Saved entries

________________

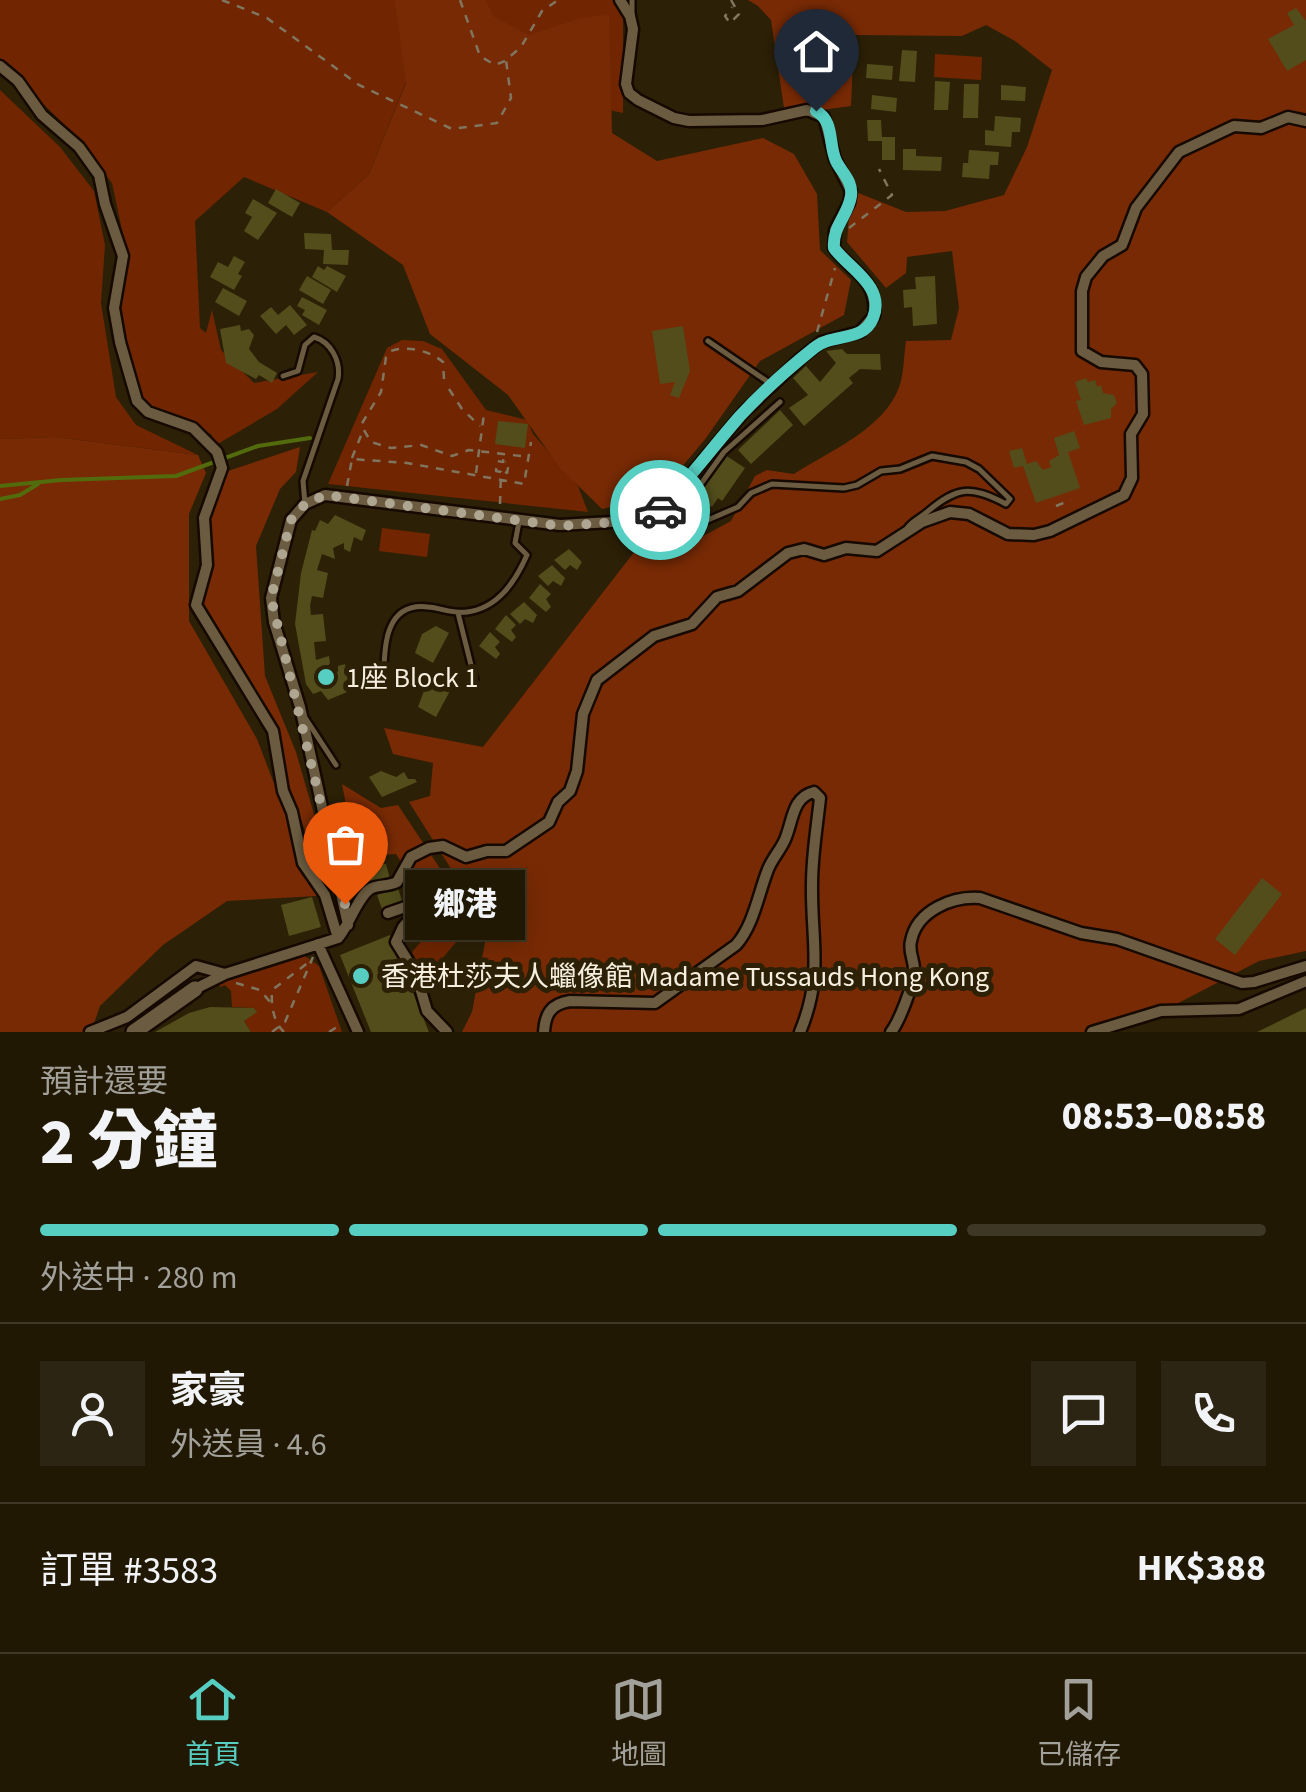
<!DOCTYPE html>
<html lang="zh-TW">
<head>
<meta charset="utf-8">
<style>
  body { margin:0; font-family:"Source Sans 3","Noto Sans TC",sans-serif; background:#2d2513; color:#f1f3f6; height:100vh; display:flex; flex-direction:column; font-size:38px; white-space:nowrap }
  * { box-sizing:border-box; margin:0 }
  p { font-size:32px; color:#a2a09a }
  .icon { flex:none; width:55px; height:55px; fill:none; stroke:currentColor; stroke-width:2; stroke-linecap:round; stroke-linejoin:round }
  .map { position:relative; height:1032px; overflow:hidden }
  .panel { display:flex; flex-direction:column; background:#211804; flex:1 }
  .panel>* { flex:none }
  .pin { position:absolute; display:grid; place-items:center; width:85px; height:85px; color:#fff; margin:-102px -42px; border-radius:50% 50% 50% 0; rotate:-45deg; box-shadow:0 0 10px #0007 }
  .pin .icon { rotate:45deg }
  .courier { position:absolute; display:grid; place-items:center; width:100px; height:100px; margin:-50px; border:8px solid #57cec2; border-radius:50%; background:#fff; color:#222; box-shadow:0 2px 12px #0007 }
  .bubble { position:absolute; height:70px; border-radius:0px; background:#211804; box-shadow:0 5px 25px #0003,0 0 0 2px #3e3726; font-size:32px; font-weight:800; line-height:70px; text-align:center }
  .headline em { font-style:normal; font-weight:800 }
  .headline div { display:flex; flex-direction:column-reverse }
  .headline { display:flex; align-items:center; justify-content:space-between; height:170px; padding:0 40px }
  h1 { font-size:65px; font-weight:800; line-height:75px }
  .bar { display:grid; grid-template-columns:repeat(4,1fr); gap:15px 10px; align-content:center; height:120px; padding:0 40px }
  .bar i { height:12px; border-radius:8px; background:#3e3726 }
  .bar .current { background:#57cec2 }
  .bar p { grid-column:span 4 }
  .line { display:flex; align-items:center; gap:25px; padding:0 40px; border-top:2px solid #3e3726 }
  .line div { flex:1 }
  .round { display:grid; place-items:center; flex:none; width:105px; height:105px; border-radius:0px; background:#2d2513 }
  .tab-bar { display:flex; justify-content:space-around; align-items:center; height:140px; border-top:2px solid #3e3726; background:#211804; font-size:28px; color:#a2a09a }
  .tab-bar a { display:grid; justify-items:center; gap:5px }
  .tab-bar .current { color:#57cec2 }
  .map>svg:first-child { display:block }
  .green { fill:#712601 }
  .forest { fill:#782a04 }
  .lines { fill:none; stroke-linecap:round; stroke-linejoin:round }
  .stream { stroke:#526b0d; stroke-width:4 }
  .building { fill:#524d1b }
  .lane-casing { stroke:#150900; stroke-width:10 }
  .street-casing { stroke:#150900; stroke-width:15 }
  .secondary-casing { stroke:#150900; stroke-width:20 }
  .path { stroke:#807660; stroke-width:2.5; stroke-dasharray:8 8; stroke-linecap:butt }
  .lane { stroke:#6b5c41; stroke-width:5 }
  .street { stroke:#6b5c41; stroke-width:10 }
  .secondary { stroke:#6b5c41; stroke-width:15 }
  .done { stroke:#afa692; stroke-width:10; stroke-dasharray:0 18 }
  .route { stroke:#57cec2; stroke-width:12 }
  .poi-dot { fill:#57cec2; stroke:#2c2006; stroke-width:4 }
  .labels { text-anchor:middle; stroke-width:10; stroke-linejoin:round; paint-order:stroke }
  .poi-label { font-size:28px; fill:#f6eede; stroke:#2c2006; text-anchor:start }
</style>
</head>
<body>
<div class="map">
<svg width="1306" height="1032" viewBox="0 0 1306 1032">
  <rect width="100%" height="100%" fill="#2c2006"/>
  <path class="green" d="M0,0H613L623,11V113L484,83L406,82L369,174L327,212L244,177L195,221L200,328L206,333L212,310L221,350L254,383L318,372L277,409L216,445L211,434L149,409L135,389L120,302L125,244L112,183L74,134L0,62Z
    M935,54L982,57L981,80L934,77Z
    M0,90L60,147L94,191L105,245L101,303L116,397L136,425L198,455L55,437L0,439Z
    M402,340L423,341L442,349L486,410L527,420L533,434L578,486L588,512L328,484L387,348Z
    M382,528L430,534L427,557L379,551Z
    M455,902L477,917L426,978L412,952Z
    M302,954L319,966L342,1032H251L244,1021L256,1011L254,1008L232,1007L231,991L225,985L220,987L219,980Z"/>
  <path class="forest" d="M395,0H486L493,16L529,35L578,19L609,14L612,133L657,161L763,138L794,154L817,194L820,250L851,280L844,315L760,361L706,438L656,498L602,509L560,468L508,395L430,334L403,265L327,212L369,174L406,83Z
    M748,0H1306V951L1259,961L1165,1010L1111,1032H462L472,1012L495,889L460,883L409,802L430,796L433,763L393,754L384,728L483,747L635,551L662,553L679,549L731,521L755,476L767,470L794,474C831,450 889,427 901,381C904,368 904,354 906,341L951,340L959,308L952,251L907,257L906,273L886,288L847,242L851,190L906,212L945,211L1004,195L1027,147L1052,70L1015,41L986,25L962,36L854,35L851,106L785,115L771,20L758,6Z
    M55,437L198,455L206,473L189,514V621L257,739L317,896L227,901L163,945L100,1006L91,1032H0V439Z
    M300,447L296,472L280,489L256,546L265,676L296,752L333,880L309,842L270,733L203,617V518L225,472Z
    M342,784L381,808L398,805L449,882L415,884L396,854L356,857Z"/>
  <g class="lines">
    <path class="stream" d="M0,486L61,480L176,476L258,446L310,438
      M0,499L20,495L38,484"/>
  </g>
  <path class="building" d="M1296,8L1306,21V60L1287,71L1268,39L1294,25L1287,13Z
    M902,50L917,51L915,82L899,81Z
    M867,64L893,66L892,80L866,78Z
    M935,81L950,82L948,110H934Z
    M964,84H979L978,118H963Z
    M1001,85L1026,87L1025,101L1001,100Z
    M872,95L897,98L896,112L871,109Z
    M995,116L1021,118L1020,132H1012L1011,147L985,145V130L994,131Z
    M867,120H881L882,137H895V160H882V141H868Z
    M903,149H916V156L942,157L941,171L903,170Z
    M969,150L999,152L998,165H990L989,179L962,177L963,163H968Z
    M276,189L300,203L292,217L268,203Z
    M253,199L277,213L258,240L244,231L252,217L245,213Z
    M304,233L331,234L332,250H349L348,265L323,264L324,250L305,249Z
    M234,256L245,262L238,274L242,276L234,290L210,277L218,262L228,267Z
    M318,266L324,270L327,266L346,276L337,292L312,277Z
    M307,276L331,290L323,304L299,290Z
    M935,276L937,324L913,326L912,307L904,308L903,290L916,289L915,277Z
    M223,288L247,301L239,316L215,302Z
    M302,297L327,310L319,325L302,315L305,310L297,306Z
    M290,305L307,325L294,335L286,325L276,334L260,316L271,307L278,315Z
    M240,325L241,331L249,329L254,335L249,349L259,362L277,373L272,383L259,375L256,379L226,363L220,329Z
    M683,326L690,371L679,398L670,395L675,382L660,384L652,331Z
    M842,349L847,354H880L881,370L860,369L849,378L853,383L804,426L789,408L808,395L793,378L806,366L820,382L836,363L826,351Z
    M1086,378L1088,382L1095,380L1097,387L1101,385L1103,393L1114,395L1117,403L1111,409V418L1084,425L1076,401L1081,400L1075,382Z
    M780,410L793,425L751,464L738,450Z
    M498,421L528,424L525,448L495,444Z
    M1074,431L1080,448L1068,452L1080,488L1036,503L1023,466L1014,468L1009,451L1022,448L1027,464L1036,461L1043,470L1051,467L1049,461L1059,455L1054,438Z
    M725,455L745,468L722,501L718,498L712,507L696,496Z
    M335,515L366,530L362,541L354,537L350,552L344,549V543L333,548L335,559L322,554L317,570L328,573L323,598L312,596L310,606L311,615L323,614L326,641L314,642L316,660L329,656L330,663L327,667L338,672V666L345,664L348,679L355,676L359,687L328,700L321,691L313,694L306,684L295,624L301,573L312,530L315,531L320,520L328,524Z
    M569,549L582,562L577,570L570,565L565,570L554,560Z
    M552,565L565,578L561,586L553,581L548,586L538,576Z
    M540,584L551,594L546,599L551,607L546,612L529,598Z
    M524,602L537,615L533,623L525,619L520,624L510,614Z
    M506,615L516,625L511,630L516,637L512,642L495,629Z
    M436,626L449,633L433,663L415,653L422,634Z
    M490,632L500,642L495,647L500,654L496,659L479,646Z
    M439,680L452,687L436,717L418,707L425,688Z
    M381,771L396,777L404,772L408,779H415L417,782L382,797L369,777Z
    M376,864H386L390,879L362,885L355,868L376,867Z
    M1262,878L1282,894L1235,955L1215,939Z
    M398,888L403,904L383,912L377,895Z
    M465,892L491,896L489,908L463,904Z
    M312,897L321,927L289,936L281,905Z
    M390,935L429,1032H371L340,955Z
    M210,1007L254,1008L257,1012L244,1021L251,1032H155L189,1013Z
    M1306,1008V1032H1257Z"/>
  <g class="lines">
    <defs>
      <path id="lane" d="M632,0V16
        M708,341L771,384
        M283,376L298,371L305,345L314,337C331,342 341,361 338,379L303,481L305,504
        M669,500L687,503L724,452L780,402
        M630,522L644,543L652,547L662,545L680,532L738,507L751,493L772,484L844,488L857,485L881,471L900,469L932,456L966,462L979,469L1010,499L1006,504C970,485 957,487 927,512C920,518 914,520 908,527
        M458,613L475,681
        M384,674C384,645 386,602 428,607C441,608 453,614 467,612C498,608 515,582 527,555L515,543L519,522
        M306,719L336,765"/>
      <path id="street" d="M0,66L18,81L42,115L79,147L99,175L105,204L123,256L114,308L120,342L137,401L148,412L193,428L217,452L222,468L204,518L207,565L196,605L273,731L283,791L292,812L303,863L325,895L338,938
        M388,913L411,905L429,885L436,884L435,891L403,927L396,942L416,974L427,1011L447,1032
        M348,925L300,707L274,622L271,598L291,520L305,504L325,495L560,525L645,520L664,506L744,412L800,359L821,342L860,332L874,316C878,278 851,272 834,248L835,230L849,203L851,191L835,159L824,117L807,110L762,120L689,121L674,118L638,100L629,93L626,84L633,29L630,16L620,0
        M318,944L358,1032
        M195,989L225,974L338,938C349,926 359,893 372,888C380,885 389,886 397,882L411,857L429,848L443,846L466,857L487,851H506L549,822L558,802L570,791L577,771L583,714L597,680L654,636L692,624L717,597L738,591L788,553L804,549L824,555L846,548L877,551L922,522L950,512L969,514L1008,534L1034,535L1050,531L1124,495L1132,478L1131,434L1143,414L1142,374L1135,365L1101,362L1082,351V291L1086,277L1103,256L1122,245L1136,208L1179,152L1234,126L1261,128L1288,117L1306,121
        M90,1032L127,1017L196,966L225,974
        M544,1032C545,1014 551,1004 570,1001L655,1003L736,945C753,926 758,896 767,872C771,859 782,849 786,837C793,819 793,797 814,792L820,798C817,827 812,855 812,884C811,942 824,974 800,1032
        M891,1032C899,1022 913,986 914,972C915,961 908,952 911,941C917,910 953,896 980,898L1081,933L1117,939L1242,983L1254,982L1306,966
        M1092,1032L1161,1011L1239,1009L1306,981"/>
      <path id="secondary" d="M134,1032L195,989"/>
    </defs>
    <use href="#lane" class="lane-casing"/>
    <use href="#street" class="street-casing"/>
    <use href="#secondary" class="secondary-casing"/>
    <path class="path" d="M222,0L267,18L359,85L452,129L497,123L511,98L506,60L521,47L542,11L558,0
      M460,0L480,56L495,65L505,61
      M731,0L739,14L730,23L725,16L732,7
      M849,228L892,195L879,169
      M817,332L835,268
      M444,379L443,362C430,351 407,345 391,351L386,357L381,392L361,425L371,442L391,448L421,445L452,456L469,450L529,457
      M449,389L462,409L480,426
      M352,458L362,433
      M505,472L507,473L509,463L505,462
      M476,473L484,414
      M347,486L352,459L407,463L524,484L531,442
      M500,504L501,472L496,471L497,461L503,462L504,454
      M1056,506L1071,500
      M236,983L260,990L271,1003
      M272,1032L285,1022L313,957
      M284,1032C273,1022 271,1004 272,990L309,962
      M329,1032L340,1025"/>
    <use href="#lane" class="lane"/>
    <use href="#street" class="street"/>
    <use href="#secondary" class="secondary"/>
  </g>
  <g class="lines">
    <path class="done" d="M345,904L271,598L291,520L305,504L325,495L560,526L646,520L660,510"/>
    <path class="route" d="M660,510C688,480 713,447 740,416C762,392 789,368 814,348C831,333 863,343 873,318C886,286 848,268 834,248C832,227 848,216 851,196C853,181 842,173 836,161C828,143 835,122 816,111"/>
  </g>
  <g class="poi-dot">
    <circle cx="326" cy="677" r="10"/>
    <circle cx="361" cy="976" r="10"/>
  </g>
  <g class="labels">
    <g class="poi-label">
      <text x="346" y="687">1座 Block 1</text>
      <text x="381" y="986">香港杜莎夫人蠟像館 Madame Tussauds Hong Kong</text>
    </g>
  </g>
</svg>
<div class="pin" style="left:345px;top:904px;background:#ea580c"><svg class="icon" aria-label="bag" viewBox="0 0 24 24"><path d="M5 8h14l-1 12H6zM9 8a3 3 0 0 1 6 0"/></svg></div>
<div class="pin" style="left:816px;top:111px;background:#1f2937"><svg class="icon" aria-label="home" viewBox="0 0 24 24"><path d="M3 11l9-7 9 7M6 9v11h12V9"/></svg></div>
<div class="courier" style="left:660px;top:510px"><svg class="icon" aria-label="car" viewBox="0 0 24 24"><path d="M5 17H2v-5l4-1 3-4h7l3 4 3 1v5h-3M9 17h6M6 11h13"/><circle cx="7" cy="17" r="2"/><circle cx="17" cy="17" r="2"/></svg></div>
<div class="bubble" style="left:405px;top:870px;width:120px">鄉港</div>
</div>
<section class="panel">
<div class="headline"><div><h1>2 分鐘</h1><p>預計還要</p></div><em>08:53–08:58</em></div>
<div class="bar"><i class="current"></i><i class="current"></i><i class="current"></i><i></i><p>外送中 · 280 m</p></div>
<div class="line" style="height:180px"><a class="round"><svg class="icon" aria-label="person" viewBox="0 0 24 24"><circle cx="12" cy="8" r="4"/><path d="M4 21q1-7 8-7t8 7"/></svg></a><div><b>家豪</b><p>外送員 · 4.6</p></div><a class="round"><svg class="icon" aria-label="chat" viewBox="0 0 24 24"><path d="M4 5h16v11H9l-5 4z"/></svg></a><a class="round"><svg class="icon" aria-label="phone" viewBox="0 0 24 24"><path d="M5 4h4l2 5-3 2q2 4 5 5l2-3 5 2v4C11 20 4 13 5 4z"/></svg></a></div>
<div class="line" style="height:130px"><div>訂單 #3583</div><b>HK$388</b></div>
</section>
<nav class="tab-bar">
<a class="current"><svg class="icon" aria-label="home" viewBox="0 0 24 24"><path d="M3 11l9-7 9 7M6 9v11h12V9"/></svg>首頁</a>
<a><svg class="icon" aria-label="map" viewBox="0 0 24 24"><path d="M3 6l6-2 6 2 6-2v14l-6 2-6-2-6 2zM9 4v14M15 6v14"/></svg>地圖</a>
<a><svg class="icon" aria-label="saved" viewBox="0 0 24 24"><path d="M7 4h10v16l-5-4-5 4z"/></svg>已儲存</a>
</nav>
</body>
</html>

________________

Task prompt:
Retype exactly the lines above, from the one with "M304,233L331,234L332,250H349L348,265L323,264L324,250L305,249Z" through the one with "M506,615L516,625L511,630L516,637L512,642L495,629Z", inclusive.

Expected output:
    M304,233L331,234L332,250H349L348,265L323,264L324,250L305,249Z
    M234,256L245,262L238,274L242,276L234,290L210,277L218,262L228,267Z
    M318,266L324,270L327,266L346,276L337,292L312,277Z
    M307,276L331,290L323,304L299,290Z
    M935,276L937,324L913,326L912,307L904,308L903,290L916,289L915,277Z
    M223,288L247,301L239,316L215,302Z
    M302,297L327,310L319,325L302,315L305,310L297,306Z
    M290,305L307,325L294,335L286,325L276,334L260,316L271,307L278,315Z
    M240,325L241,331L249,329L254,335L249,349L259,362L277,373L272,383L259,375L256,379L226,363L220,329Z
    M683,326L690,371L679,398L670,395L675,382L660,384L652,331Z
    M842,349L847,354H880L881,370L860,369L849,378L853,383L804,426L789,408L808,395L793,378L806,366L820,382L836,363L826,351Z
    M1086,378L1088,382L1095,380L1097,387L1101,385L1103,393L1114,395L1117,403L1111,409V418L1084,425L1076,401L1081,400L1075,382Z
    M780,410L793,425L751,464L738,450Z
    M498,421L528,424L525,448L495,444Z
    M1074,431L1080,448L1068,452L1080,488L1036,503L1023,466L1014,468L1009,451L1022,448L1027,464L1036,461L1043,470L1051,467L1049,461L1059,455L1054,438Z
    M725,455L745,468L722,501L718,498L712,507L696,496Z
    M335,515L366,530L362,541L354,537L350,552L344,549V543L333,548L335,559L322,554L317,570L328,573L323,598L312,596L310,606L311,615L323,614L326,641L314,642L316,660L329,656L330,663L327,667L338,672V666L345,664L348,679L355,676L359,687L328,700L321,691L313,694L306,684L295,624L301,573L312,530L315,531L320,520L328,524Z
    M569,549L582,562L577,570L570,565L565,570L554,560Z
    M552,565L565,578L561,586L553,581L548,586L538,576Z
    M540,584L551,594L546,599L551,607L546,612L529,598Z
    M524,602L537,615L533,623L525,619L520,624L510,614Z
    M506,615L516,625L511,630L516,637L512,642L495,629Z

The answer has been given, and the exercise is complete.